This assertion should be carefully justified, as there is at least one paper addressing low-bit training in distributed setups, which is not referenced here. Therefore, calling it the "first successful attempt" seems unsupported.

Mishchenko, Konstantin, et al. "IntSGD: Adaptive floatless compression of stochastic gradients." arXiv preprint arXiv:2102.08374 (2021).

A further troubling statement is:
"We demonstrate in theory that federated learning with gradient quantization achieves an equivalent convergence rate to the standard FedAvg algorithm with sufficiently large number of communication rounds and further empirically verify the convergence rate."
This analysis, found in the contribution section, heavily relies on Assumption 4.2, which states that gradient quantization at each client is equivalent to introducing Gaussian noise. This assumption is quite restrictive and not realistic in practical scenarios. In contrast, the analysis of FedAvg does not rely on assumptions about the distribution, making the comparison of convergence rates less valid and the statement potentially misleading.

方法与评估标准

The proposed method appears to be well-founded, with the authors employing both theoretical analysis and experimental results to evaluate its effectiveness.

理论论述

I have carefully reviewed the proof presented in the appendix. The analysis relies extensively on Assumption 4.2, which essentially reduces the complexity of the proof, making the analysis overly simplistic and trivial. This reliance on such a restrictive assumption undermines the robustness of the theoretical framework. Specifically, the assumption that gradient quantization is equivalent to introducing Gaussian noise at each client is unrealistic and does not reflect the practical dynamics of Federated Learning. Consequently, the current analysis fails to provide a meaningful or comprehensive theoretical understanding of the method's behavior in real-world scenarios. The overly simplistic nature of the proof, due to this assumption, limits its applicability and generalizability to more complex or realistic settings.

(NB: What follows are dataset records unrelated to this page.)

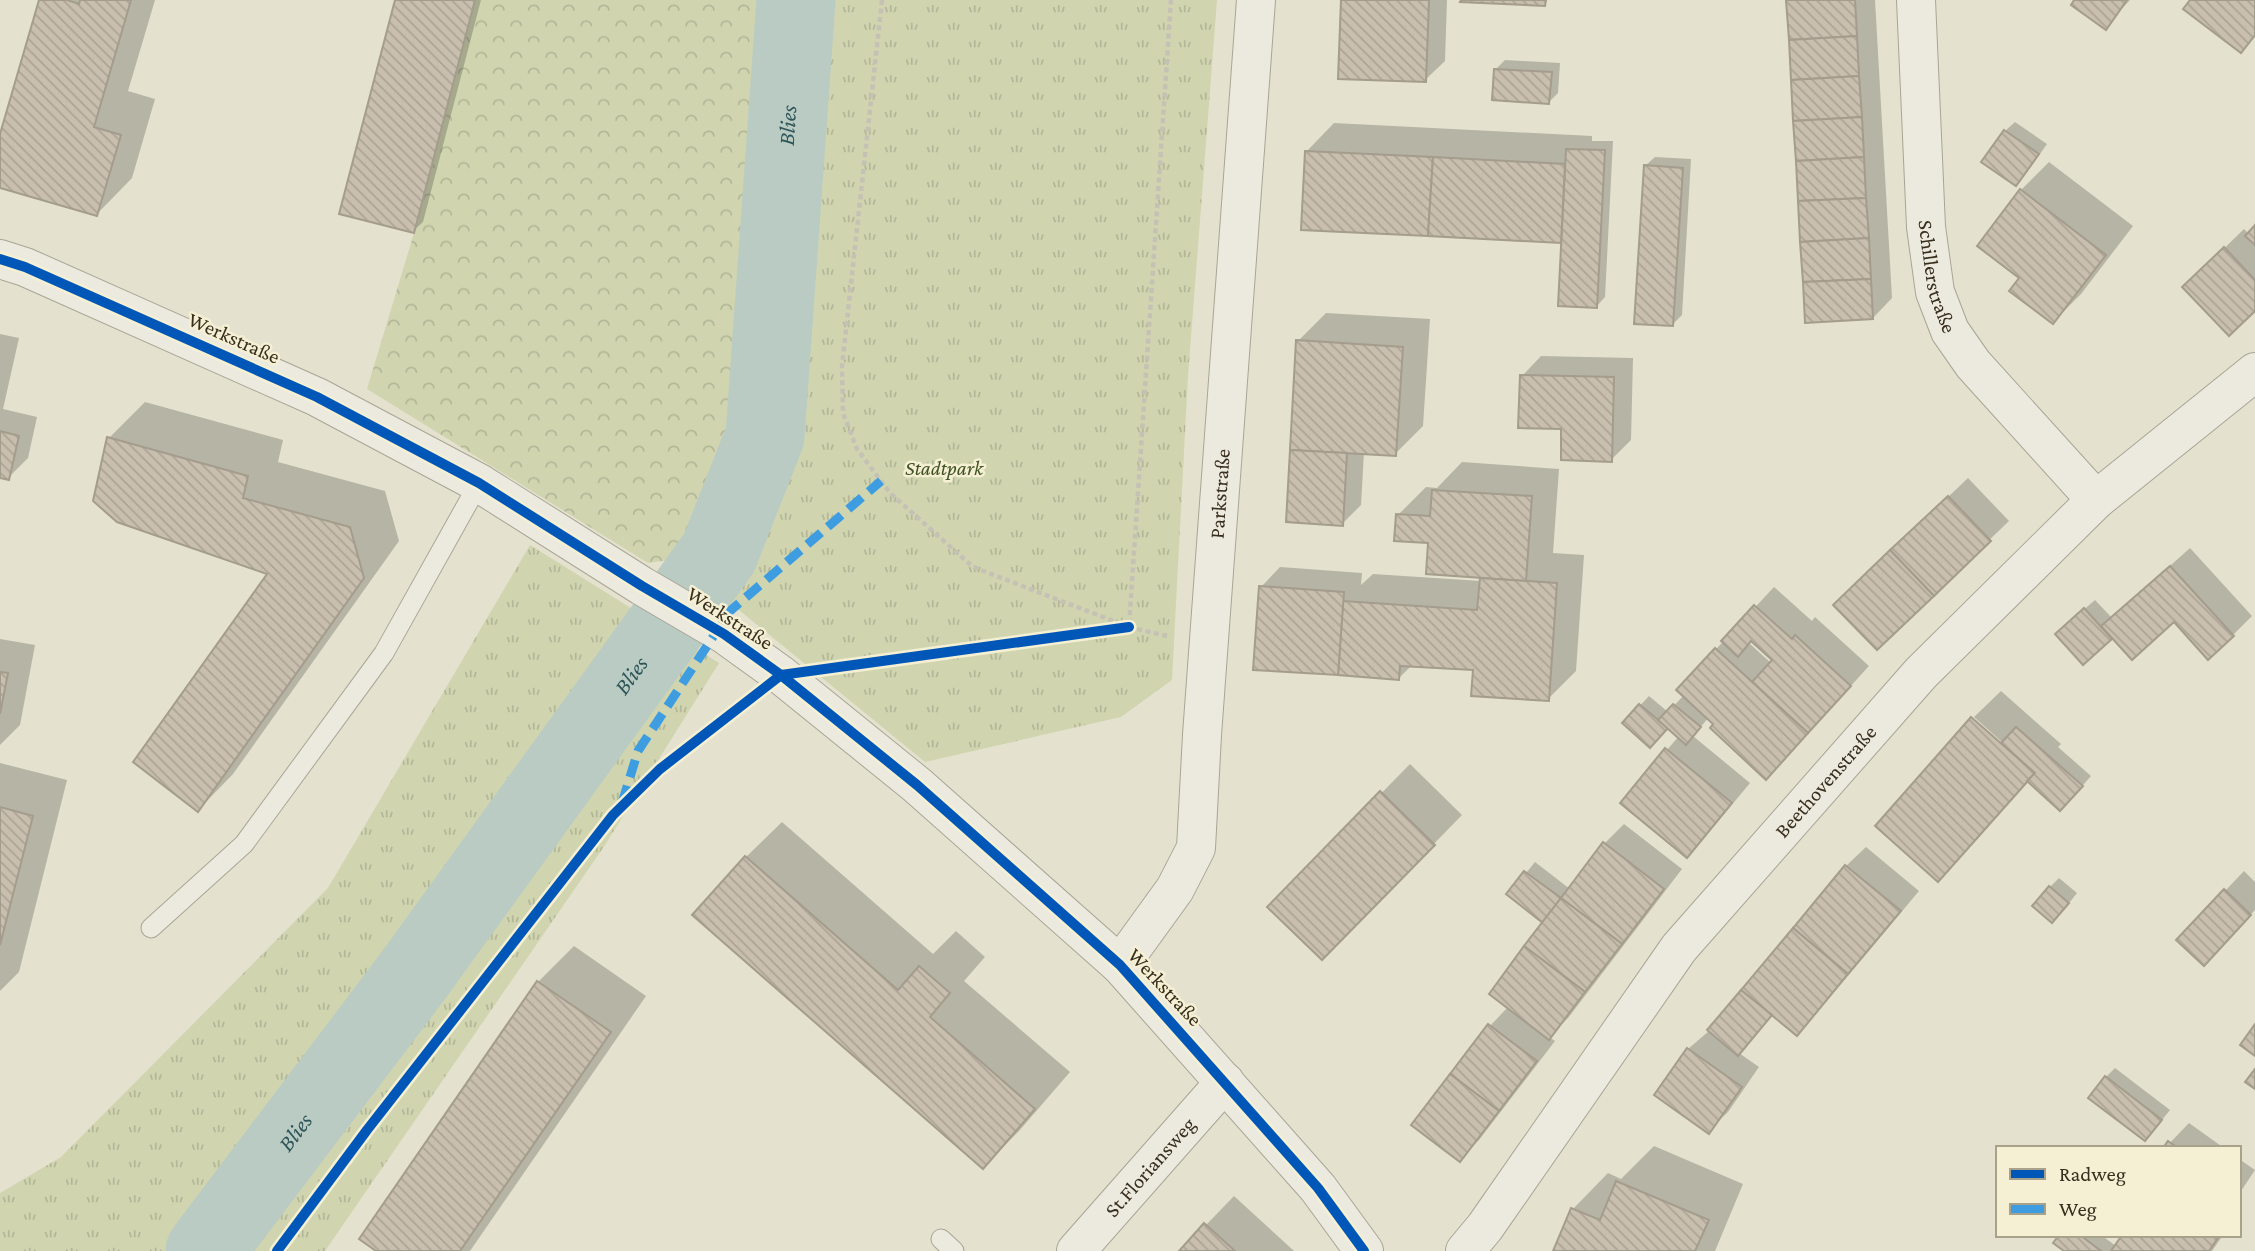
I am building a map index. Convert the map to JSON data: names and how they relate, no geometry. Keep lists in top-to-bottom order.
{
  "streets": {
    "street": [
      "Schillerstraße",
      "Werkstraße",
      "Parkstraße",
      "Beethovenstraße",
      "St.Floriansweg"
    ]
  },
  "crossings": [
    ["Schillerstraße", "Beethovenstraße"],
    ["Werkstraße", "Parkstraße"],
    ["Werkstraße", "St.Floriansweg"]
  ],
  "water": ["Blies"],
  "parks": ["Stadtpark"],
  "legend": ["Radweg", "Weg"]
}
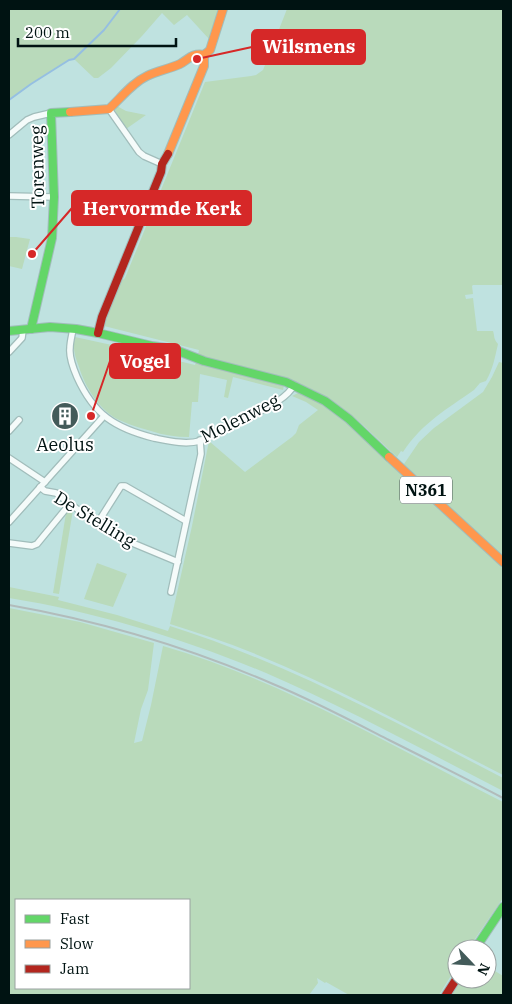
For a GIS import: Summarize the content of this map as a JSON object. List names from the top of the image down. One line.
{"streets":{"street":["Torenweg","Molenweg","N361","De Stelling"]},"crossings":[["Torenweg","N361"],["Molenweg","N361"]],"places":{"other":["Wilsmens","Hervormde Kerk","Vogel"],"building":["Aeolus"]},"legend":["Fast","Slow","Jam"],"scale_bar":"200 m","north":"bottom right"}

===========================================

After rebuttal:

Authors provided the updated analysis as requested, so I increased the score accordingly.

实验设计与分析

The authors evaluate the proposed method using LeNet (LeCun et al., 1998), ResNet-18 (He et al., 2016), MobileNetV2 (Sandler et al., 2018), and ViT-S (Dosovitskiy et al., 2020) on the CIFAR-10/100 dataset. The agent selects the bit-widths for weights, activations, and gradients from INT4, INT6, and INT8 every five epochs, starting from the 10th epoch. For LeNet, the training process consists of 2000 epochs with 100 clients, where 10% of the clients are selected for updates in each epoch. For the larger networks, training is conducted over 200 epochs with 10 clients, all of whom participate in updates at every epoch. The local update epoch is set to 2, and the learning rate follows a decay of 1.

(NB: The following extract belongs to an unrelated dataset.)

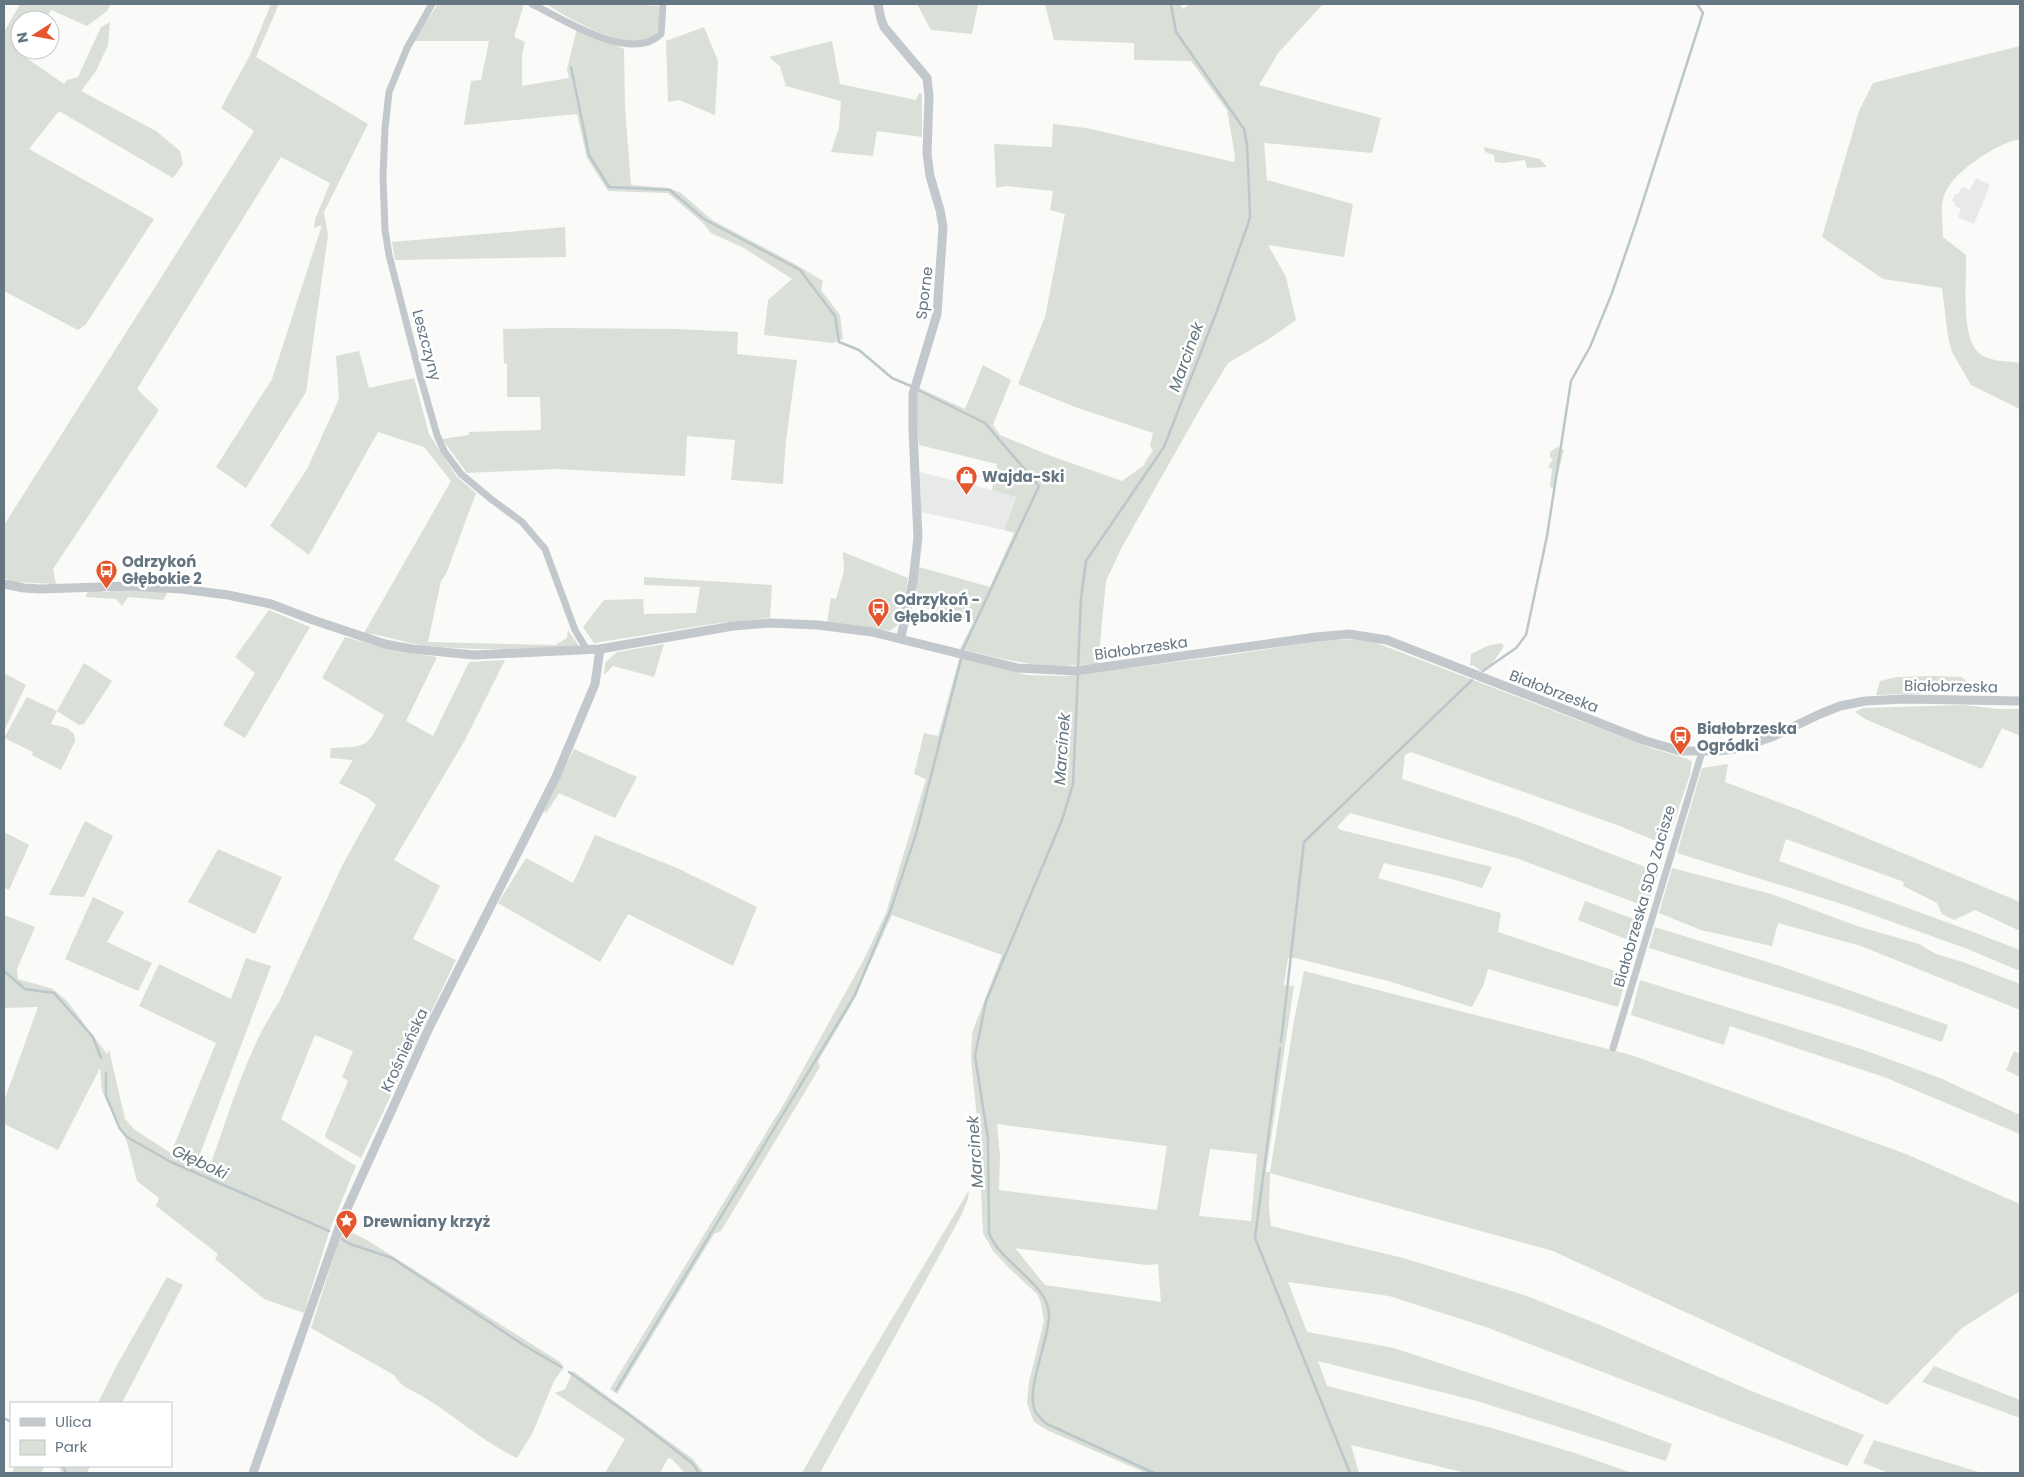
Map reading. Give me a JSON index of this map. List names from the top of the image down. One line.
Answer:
{"streets":{"street":["Sporne","Leszczyny","Białobrzeska","Białobrzeska SDO Zacisze","Krośnieńska"]},"crossings":[["Sporne","Białobrzeska"],["Leszczyny","Białobrzeska"],["Białobrzeska","Białobrzeska SDO Zacisze"],["Białobrzeska","Krośnieńska"]],"water":["Marcinek","Głęboki"],"places":{"shop":["Wajda-Ski"],"bus stop":["Odrzykoń Głębokie 2","Odrzykoń - Głębokie 1","Białobrzeska Ogródki"],"place":["Drewniany krzyż"]},"legend":["Ulica","Park"],"north":"left"}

I appreciate the detailed experimental evaluation; however, conducting experiments on larger models could further strengthen the study. Quantization has a particularly significant impact on large-scale models, where computational and communication efficiency are critical factors. Evaluating the proposed method on more complex architectures would provide deeper insights into its scalability and effectiveness in real-world scenarios.

===========================================

After rebuttal: Authors provided additional results, which is valuable.

补充材料

I have reviewed the Supplementary Material, which includes proofs and additional experimental details.

与现有文献的关系

The contributions presented in this paper are relevant to the broader Federated Learning literature, particularly in the context of communication compression in Federated Learning.

遗漏的重要参考文献

As I mentioned earlier, there are several papers that have not been included:

Meinhardt, Georg, et al. (2024), *"Prune at the Clients, Not the Server: Accelerated Sparse Training in Federated Learning"

Mishchenko, Konstantin, et al. "IntSGD: Adaptive floatless compression of stochastic gradients." arXiv preprint arXiv:2102.08374 (2021).

其他优缺点

N/A

其他意见或建议

Please review the previous sections.

伦理审查问题

N/A

作者回复

Thank you for your constructive suggestions.

W1: Claims may raise concerns.

Response: Claim i): We use this sentence to emphasize that our LBI-FL can reduce both the overhead in the uplink and downlink communication with low-bit training. In fact, the paper "Prune at the Clients, Not the Server" cannot reduce the downlink communication only using client-side pruning and has to resort to accelerated server pruning, which could completely fail in accuracy and loss as mentioned in the paper. For rigidity, we will change the claim to "existing methods based on quantization" in the final version.

Claim ii): In lines 19-21 and 55-59, "low-bit training" refers to simultaneously quantizing the weights, activations, and gradients. The paper "IntSGD: Adaptive floatless compression of stochastic gradients" develops adaptive integer compression operators for distributed SGD. It only quantizes the gradients and does not quantize weights and activations. To our best knowledge, we are the first to achieve "low-bit training" in the FL scenario.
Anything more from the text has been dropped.